Get as much help and advice as possible, but don’t take it at face value. As in life, there may be no right or wrong answer to your particular question/dilemma, so get as much advice as possible and choose what seems to be the best option. Only do things that are important as time is your most precious resource, so don’t waste it working on things you don’t need.
Pay attention to the questions people ask you – they will come up again and again, so make sure you can answer them. When you have your answer, ask yourself if you can prove your answer is correct.

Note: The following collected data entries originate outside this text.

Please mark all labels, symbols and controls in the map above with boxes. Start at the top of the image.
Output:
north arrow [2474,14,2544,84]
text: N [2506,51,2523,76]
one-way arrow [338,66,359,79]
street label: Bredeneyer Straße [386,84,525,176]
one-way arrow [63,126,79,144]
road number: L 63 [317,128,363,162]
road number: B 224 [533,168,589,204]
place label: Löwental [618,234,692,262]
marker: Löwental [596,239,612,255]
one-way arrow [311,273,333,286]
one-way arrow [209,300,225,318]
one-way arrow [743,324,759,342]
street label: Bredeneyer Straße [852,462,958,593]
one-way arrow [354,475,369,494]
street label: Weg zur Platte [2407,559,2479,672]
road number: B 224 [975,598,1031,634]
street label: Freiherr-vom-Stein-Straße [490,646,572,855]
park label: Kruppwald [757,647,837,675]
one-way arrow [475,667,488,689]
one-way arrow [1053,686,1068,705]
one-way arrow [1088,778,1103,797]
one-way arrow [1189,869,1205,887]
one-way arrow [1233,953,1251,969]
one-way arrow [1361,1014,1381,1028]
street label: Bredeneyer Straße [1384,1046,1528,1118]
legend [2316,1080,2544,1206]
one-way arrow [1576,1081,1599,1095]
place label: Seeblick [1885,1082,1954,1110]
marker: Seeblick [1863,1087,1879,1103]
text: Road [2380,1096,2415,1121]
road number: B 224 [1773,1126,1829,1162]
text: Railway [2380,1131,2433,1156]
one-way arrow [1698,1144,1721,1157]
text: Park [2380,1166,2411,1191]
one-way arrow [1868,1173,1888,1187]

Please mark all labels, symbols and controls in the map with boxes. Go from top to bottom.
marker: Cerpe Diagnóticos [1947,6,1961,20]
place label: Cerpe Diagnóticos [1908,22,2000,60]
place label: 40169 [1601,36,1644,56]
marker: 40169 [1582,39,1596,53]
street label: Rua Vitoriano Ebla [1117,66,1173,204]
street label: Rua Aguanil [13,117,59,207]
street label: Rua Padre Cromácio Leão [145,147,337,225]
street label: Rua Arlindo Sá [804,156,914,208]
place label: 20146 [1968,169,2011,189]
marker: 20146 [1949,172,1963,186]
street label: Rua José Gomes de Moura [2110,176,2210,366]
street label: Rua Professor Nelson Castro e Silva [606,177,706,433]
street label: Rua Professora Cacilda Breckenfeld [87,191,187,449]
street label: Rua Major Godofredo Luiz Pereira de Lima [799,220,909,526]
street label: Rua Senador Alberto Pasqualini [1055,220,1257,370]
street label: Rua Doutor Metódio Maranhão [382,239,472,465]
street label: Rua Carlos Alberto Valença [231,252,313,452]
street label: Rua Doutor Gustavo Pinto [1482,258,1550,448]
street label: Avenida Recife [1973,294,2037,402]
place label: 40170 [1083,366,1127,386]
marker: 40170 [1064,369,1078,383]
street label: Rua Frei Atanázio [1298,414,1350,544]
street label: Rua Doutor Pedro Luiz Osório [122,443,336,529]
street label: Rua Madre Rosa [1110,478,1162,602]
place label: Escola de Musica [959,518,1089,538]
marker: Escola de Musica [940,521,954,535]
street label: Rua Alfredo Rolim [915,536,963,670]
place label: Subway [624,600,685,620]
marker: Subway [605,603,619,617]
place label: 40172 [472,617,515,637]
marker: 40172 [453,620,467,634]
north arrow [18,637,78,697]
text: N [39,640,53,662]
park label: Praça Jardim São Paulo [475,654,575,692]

People (especially investors) don’t care about how something works, but what value it brings. In my case, what is important is not that I can use magnets to reduce parasite burdens, but that I can reduce deaths from severe malaria and treat drug-resistant patients.
Get involved with existing programmes and schemes; they are designed to help you not catch you out. Try the Royal Academy of Engineering, which offers several different awards for research-based entrepreneurs or Pitch@Palace.
14. What plans do you have for Magnetic Haemofiltration in the next 12 months?
We’re still at a very early stage. The next step is to build clinical prototypes and perform the required safety testing to prove that it’s completely safe for use on humans. We have some preliminary data on that, but need to go further and importantly on a device that could be used on a human (rather than something I threw together on a shoestring budget in our workshop). I hope that, over the next year, we can get to the point where we’re ready for clinical trials.
Achieving that means raising funds. My main job right now is to get investment and grant money into MediSieve so that we can push forward with product development. The Enterprise Hub mentors will be a great asset here, their networks are phenomenal and they will support us in finding the right people to invest in our project.